+++ STORED DATA

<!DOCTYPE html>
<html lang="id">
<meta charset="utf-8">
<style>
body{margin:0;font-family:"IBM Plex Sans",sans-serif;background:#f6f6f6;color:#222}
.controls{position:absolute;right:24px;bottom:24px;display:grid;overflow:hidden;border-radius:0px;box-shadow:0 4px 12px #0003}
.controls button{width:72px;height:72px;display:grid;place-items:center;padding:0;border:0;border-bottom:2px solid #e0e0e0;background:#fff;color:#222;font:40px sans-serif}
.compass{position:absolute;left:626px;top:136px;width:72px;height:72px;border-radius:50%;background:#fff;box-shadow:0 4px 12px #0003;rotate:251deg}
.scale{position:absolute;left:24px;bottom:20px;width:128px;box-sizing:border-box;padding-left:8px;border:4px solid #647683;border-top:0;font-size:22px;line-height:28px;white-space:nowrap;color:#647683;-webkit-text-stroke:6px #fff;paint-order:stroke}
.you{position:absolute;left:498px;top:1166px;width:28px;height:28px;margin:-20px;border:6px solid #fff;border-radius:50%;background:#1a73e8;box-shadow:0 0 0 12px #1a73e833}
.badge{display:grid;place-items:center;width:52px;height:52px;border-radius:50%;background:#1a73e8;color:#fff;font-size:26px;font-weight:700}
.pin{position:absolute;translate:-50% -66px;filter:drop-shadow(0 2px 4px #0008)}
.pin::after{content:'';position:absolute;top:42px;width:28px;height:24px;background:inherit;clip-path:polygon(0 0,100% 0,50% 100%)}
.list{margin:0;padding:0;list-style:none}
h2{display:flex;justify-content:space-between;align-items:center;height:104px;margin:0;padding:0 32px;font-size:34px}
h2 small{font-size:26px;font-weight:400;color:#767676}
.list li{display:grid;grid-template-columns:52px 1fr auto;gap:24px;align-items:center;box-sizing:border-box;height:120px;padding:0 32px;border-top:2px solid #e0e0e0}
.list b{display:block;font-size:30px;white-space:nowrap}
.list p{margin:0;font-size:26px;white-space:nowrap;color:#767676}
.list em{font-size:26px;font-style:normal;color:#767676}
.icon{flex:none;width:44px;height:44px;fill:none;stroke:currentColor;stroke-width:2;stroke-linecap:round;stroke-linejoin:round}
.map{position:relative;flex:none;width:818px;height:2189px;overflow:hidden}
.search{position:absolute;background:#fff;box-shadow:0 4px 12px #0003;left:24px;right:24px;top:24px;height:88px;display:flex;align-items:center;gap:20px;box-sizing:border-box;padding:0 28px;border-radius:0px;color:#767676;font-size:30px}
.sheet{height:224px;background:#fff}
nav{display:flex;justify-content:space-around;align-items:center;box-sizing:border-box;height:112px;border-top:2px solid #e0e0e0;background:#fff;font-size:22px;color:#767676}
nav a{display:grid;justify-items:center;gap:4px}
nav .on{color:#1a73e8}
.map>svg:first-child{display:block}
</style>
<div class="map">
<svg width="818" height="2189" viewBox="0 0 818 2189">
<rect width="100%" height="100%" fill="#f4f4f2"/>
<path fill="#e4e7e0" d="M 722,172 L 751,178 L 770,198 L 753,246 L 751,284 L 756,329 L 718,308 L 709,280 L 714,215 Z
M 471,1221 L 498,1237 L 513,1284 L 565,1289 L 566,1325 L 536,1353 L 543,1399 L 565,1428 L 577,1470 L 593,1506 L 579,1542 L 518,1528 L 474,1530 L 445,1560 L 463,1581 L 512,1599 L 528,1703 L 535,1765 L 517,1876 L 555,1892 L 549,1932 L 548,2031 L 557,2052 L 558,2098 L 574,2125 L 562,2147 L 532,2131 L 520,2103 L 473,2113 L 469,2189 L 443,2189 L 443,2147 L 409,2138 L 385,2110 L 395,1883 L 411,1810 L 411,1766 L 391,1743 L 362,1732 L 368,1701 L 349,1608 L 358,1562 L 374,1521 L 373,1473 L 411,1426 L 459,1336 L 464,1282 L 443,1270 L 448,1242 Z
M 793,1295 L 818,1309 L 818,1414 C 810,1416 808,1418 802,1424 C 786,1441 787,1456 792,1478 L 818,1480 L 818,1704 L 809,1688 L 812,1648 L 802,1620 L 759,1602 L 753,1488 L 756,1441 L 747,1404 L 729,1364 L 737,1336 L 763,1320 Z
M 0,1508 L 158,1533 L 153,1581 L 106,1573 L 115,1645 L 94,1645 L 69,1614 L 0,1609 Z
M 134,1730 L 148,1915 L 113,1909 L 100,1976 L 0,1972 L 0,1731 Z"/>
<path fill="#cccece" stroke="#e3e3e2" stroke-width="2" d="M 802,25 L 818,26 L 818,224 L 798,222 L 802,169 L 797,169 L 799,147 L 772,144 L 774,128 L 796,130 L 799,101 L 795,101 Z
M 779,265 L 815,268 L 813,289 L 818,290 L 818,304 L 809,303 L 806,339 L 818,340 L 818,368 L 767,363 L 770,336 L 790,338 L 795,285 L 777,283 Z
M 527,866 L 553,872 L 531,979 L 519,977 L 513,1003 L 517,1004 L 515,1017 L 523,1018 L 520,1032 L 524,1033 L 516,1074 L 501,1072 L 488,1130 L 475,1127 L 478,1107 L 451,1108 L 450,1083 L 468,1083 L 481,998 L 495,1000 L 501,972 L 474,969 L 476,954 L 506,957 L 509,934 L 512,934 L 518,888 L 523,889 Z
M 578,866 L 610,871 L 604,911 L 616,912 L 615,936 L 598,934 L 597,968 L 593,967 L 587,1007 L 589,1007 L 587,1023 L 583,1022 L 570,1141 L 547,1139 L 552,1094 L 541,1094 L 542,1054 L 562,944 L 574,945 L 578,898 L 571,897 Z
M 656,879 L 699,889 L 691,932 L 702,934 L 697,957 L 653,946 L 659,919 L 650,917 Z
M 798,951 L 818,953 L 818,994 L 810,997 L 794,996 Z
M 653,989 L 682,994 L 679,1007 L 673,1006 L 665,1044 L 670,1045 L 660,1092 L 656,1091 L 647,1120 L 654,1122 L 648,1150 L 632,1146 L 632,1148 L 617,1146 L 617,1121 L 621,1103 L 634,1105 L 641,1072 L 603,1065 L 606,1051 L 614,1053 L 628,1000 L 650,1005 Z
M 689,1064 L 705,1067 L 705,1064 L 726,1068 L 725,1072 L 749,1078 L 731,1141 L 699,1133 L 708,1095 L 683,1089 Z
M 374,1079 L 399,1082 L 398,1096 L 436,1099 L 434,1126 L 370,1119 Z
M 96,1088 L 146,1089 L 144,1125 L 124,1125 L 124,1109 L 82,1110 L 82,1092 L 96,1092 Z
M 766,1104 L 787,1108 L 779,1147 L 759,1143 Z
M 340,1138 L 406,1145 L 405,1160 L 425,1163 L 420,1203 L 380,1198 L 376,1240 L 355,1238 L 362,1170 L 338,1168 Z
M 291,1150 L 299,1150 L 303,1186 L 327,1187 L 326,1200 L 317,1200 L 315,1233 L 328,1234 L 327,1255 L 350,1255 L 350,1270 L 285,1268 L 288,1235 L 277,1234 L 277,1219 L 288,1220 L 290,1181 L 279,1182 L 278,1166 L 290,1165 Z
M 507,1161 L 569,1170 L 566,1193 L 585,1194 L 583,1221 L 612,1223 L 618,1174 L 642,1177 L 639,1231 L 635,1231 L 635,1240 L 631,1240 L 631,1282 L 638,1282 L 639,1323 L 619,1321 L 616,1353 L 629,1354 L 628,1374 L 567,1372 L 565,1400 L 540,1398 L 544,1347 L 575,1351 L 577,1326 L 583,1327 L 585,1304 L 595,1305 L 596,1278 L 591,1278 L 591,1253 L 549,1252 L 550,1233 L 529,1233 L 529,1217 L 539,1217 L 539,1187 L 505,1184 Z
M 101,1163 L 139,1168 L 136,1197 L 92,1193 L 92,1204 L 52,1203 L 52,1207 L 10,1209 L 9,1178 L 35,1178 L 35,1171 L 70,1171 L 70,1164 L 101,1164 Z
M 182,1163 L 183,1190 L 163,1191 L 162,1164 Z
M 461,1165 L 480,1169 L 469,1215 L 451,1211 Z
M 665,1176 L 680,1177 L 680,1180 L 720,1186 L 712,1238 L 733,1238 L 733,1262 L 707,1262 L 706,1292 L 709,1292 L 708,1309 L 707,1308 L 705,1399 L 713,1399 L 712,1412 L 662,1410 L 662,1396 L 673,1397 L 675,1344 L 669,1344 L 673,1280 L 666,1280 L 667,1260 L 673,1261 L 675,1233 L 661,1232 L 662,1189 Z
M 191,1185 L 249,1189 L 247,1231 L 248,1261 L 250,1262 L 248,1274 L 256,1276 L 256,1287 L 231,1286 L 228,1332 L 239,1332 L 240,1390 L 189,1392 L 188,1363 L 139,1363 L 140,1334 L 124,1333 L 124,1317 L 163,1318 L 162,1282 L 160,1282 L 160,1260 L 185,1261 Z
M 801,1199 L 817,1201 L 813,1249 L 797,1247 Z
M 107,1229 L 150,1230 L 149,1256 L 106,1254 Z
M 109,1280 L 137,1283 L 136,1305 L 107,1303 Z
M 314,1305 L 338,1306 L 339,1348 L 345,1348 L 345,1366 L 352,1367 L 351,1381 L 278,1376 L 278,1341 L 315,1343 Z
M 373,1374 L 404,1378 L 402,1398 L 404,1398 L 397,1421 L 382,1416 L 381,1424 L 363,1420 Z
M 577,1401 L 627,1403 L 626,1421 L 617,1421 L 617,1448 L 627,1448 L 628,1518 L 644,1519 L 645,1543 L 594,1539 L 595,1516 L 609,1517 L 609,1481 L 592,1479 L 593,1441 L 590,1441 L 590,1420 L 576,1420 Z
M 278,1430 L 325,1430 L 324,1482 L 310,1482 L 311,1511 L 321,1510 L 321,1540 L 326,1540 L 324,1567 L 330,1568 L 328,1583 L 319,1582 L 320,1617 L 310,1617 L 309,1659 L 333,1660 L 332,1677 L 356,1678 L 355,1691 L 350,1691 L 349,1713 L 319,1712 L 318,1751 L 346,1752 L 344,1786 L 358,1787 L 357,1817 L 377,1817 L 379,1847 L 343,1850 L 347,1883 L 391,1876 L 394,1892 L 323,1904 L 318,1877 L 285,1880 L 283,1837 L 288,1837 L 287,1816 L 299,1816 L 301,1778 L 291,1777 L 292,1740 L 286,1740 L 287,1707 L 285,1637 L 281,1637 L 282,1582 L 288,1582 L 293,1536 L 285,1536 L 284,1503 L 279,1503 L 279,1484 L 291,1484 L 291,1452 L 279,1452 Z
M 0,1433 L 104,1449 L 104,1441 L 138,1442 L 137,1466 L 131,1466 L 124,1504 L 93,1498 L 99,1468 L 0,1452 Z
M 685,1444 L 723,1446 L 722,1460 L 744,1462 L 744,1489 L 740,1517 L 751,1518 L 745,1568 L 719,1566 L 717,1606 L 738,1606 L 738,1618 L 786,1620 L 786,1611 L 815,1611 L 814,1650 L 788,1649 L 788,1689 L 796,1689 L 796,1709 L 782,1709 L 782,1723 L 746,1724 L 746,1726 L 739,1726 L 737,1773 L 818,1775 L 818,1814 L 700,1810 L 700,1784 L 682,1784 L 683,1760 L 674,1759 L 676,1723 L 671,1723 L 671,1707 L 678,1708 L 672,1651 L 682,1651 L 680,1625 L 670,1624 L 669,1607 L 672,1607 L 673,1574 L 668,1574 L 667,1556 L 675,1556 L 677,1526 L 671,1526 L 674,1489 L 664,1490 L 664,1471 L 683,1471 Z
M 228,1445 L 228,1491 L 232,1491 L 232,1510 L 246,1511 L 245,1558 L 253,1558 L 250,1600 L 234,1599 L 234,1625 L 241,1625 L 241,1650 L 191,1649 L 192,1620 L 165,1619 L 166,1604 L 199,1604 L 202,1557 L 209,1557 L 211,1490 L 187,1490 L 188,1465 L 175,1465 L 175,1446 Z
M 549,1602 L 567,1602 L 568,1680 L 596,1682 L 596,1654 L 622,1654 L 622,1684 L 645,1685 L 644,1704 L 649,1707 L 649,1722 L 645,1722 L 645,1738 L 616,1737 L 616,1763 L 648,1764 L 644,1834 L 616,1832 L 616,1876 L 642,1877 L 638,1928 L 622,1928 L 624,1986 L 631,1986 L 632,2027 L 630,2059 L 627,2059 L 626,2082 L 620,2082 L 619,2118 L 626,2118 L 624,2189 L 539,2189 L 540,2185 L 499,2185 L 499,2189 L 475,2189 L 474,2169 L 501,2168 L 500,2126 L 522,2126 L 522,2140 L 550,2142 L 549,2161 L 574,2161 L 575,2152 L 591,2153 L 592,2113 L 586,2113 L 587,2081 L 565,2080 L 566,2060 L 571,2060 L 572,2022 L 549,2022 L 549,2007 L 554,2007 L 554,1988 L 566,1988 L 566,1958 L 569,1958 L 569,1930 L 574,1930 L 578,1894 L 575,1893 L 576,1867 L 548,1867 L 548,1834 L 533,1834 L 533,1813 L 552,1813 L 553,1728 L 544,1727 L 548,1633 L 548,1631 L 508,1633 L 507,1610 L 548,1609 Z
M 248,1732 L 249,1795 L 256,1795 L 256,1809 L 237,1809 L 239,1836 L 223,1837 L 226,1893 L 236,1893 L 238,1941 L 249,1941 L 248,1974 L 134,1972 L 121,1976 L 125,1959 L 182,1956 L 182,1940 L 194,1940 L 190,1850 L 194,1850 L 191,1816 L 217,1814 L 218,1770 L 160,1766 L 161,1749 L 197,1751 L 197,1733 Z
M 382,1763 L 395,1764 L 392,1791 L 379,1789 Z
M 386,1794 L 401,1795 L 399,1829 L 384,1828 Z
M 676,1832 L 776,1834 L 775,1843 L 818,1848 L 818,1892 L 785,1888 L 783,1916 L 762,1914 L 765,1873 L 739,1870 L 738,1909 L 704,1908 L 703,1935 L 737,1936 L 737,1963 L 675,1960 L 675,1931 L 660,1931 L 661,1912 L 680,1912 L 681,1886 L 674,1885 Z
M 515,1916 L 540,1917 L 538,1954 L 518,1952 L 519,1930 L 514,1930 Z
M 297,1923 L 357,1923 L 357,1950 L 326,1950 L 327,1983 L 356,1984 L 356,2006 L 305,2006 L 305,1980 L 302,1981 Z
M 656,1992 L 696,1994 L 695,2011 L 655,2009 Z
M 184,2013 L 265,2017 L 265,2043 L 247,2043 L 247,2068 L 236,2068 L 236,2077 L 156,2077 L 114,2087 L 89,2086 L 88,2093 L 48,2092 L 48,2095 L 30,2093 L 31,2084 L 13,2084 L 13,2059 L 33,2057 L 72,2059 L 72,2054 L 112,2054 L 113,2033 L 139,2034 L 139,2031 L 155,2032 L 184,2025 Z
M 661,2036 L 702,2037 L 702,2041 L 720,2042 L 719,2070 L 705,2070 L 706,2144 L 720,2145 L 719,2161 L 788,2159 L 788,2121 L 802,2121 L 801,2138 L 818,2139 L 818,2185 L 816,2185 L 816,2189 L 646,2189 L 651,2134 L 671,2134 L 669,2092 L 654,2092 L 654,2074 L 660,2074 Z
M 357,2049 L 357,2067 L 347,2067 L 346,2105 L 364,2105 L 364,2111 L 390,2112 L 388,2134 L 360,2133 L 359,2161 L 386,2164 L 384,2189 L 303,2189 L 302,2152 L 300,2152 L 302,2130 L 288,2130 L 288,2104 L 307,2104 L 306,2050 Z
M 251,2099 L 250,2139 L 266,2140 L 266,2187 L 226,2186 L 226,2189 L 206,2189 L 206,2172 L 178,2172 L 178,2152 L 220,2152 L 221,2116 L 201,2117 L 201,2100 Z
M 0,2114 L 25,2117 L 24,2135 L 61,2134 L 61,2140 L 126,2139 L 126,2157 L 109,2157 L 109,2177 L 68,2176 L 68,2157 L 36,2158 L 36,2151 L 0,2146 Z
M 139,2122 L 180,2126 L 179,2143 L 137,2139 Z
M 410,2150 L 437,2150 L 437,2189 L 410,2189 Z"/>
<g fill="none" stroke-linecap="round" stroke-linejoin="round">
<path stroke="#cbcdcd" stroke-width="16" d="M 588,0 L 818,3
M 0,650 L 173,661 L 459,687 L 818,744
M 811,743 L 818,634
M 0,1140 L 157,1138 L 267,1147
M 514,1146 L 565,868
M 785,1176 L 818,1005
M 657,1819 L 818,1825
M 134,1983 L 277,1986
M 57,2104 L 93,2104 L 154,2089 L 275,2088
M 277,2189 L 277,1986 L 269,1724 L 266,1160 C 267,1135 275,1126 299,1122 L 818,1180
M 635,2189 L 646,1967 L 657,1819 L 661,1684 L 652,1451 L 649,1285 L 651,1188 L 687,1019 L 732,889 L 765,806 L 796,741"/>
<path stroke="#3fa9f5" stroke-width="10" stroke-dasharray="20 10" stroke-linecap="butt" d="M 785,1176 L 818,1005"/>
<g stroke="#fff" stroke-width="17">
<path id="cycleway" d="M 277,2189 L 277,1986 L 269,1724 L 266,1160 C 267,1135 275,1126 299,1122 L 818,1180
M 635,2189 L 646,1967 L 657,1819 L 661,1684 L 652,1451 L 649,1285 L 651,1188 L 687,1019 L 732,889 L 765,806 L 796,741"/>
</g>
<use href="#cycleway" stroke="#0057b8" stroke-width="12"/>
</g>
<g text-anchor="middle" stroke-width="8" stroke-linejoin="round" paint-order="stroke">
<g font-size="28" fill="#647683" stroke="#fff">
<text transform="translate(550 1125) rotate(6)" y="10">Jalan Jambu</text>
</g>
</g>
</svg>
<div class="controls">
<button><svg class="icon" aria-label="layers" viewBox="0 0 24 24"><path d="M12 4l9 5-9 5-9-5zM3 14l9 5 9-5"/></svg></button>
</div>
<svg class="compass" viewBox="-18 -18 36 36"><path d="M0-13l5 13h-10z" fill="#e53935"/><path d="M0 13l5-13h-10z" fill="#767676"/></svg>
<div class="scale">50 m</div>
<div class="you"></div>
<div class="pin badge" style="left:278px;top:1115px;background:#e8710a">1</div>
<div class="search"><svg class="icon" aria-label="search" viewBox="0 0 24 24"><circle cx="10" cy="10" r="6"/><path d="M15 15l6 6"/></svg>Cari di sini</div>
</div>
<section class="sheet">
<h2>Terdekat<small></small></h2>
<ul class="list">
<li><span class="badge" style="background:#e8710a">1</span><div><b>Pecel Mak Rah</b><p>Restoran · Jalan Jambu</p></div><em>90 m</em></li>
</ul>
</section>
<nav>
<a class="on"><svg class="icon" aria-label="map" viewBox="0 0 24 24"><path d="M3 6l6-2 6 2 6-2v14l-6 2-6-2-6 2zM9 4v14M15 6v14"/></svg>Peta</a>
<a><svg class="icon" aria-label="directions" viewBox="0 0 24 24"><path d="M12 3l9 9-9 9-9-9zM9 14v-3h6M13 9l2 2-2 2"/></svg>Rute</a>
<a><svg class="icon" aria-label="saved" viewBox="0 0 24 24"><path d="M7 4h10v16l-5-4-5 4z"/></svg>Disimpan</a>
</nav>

++++++

**WORK REQUIRED:**
When a line of the data holds the string "white", pick it out and copy it.

**EXERCISE SOLUTION:**
.scale{position:absolute;left:24px;bottom:20px;width:128px;box-sizing:border-box;padding-left:8px;border:4px solid #647683;border-top:0;font-size:22px;line-height:28px;white-space:nowrap;color:#647683;-webkit-text-stroke:6px #fff;paint-order:stroke}
.list b{display:block;font-size:30px;white-space:nowrap}
.list p{margin:0;font-size:26px;white-space:nowrap;color:#767676}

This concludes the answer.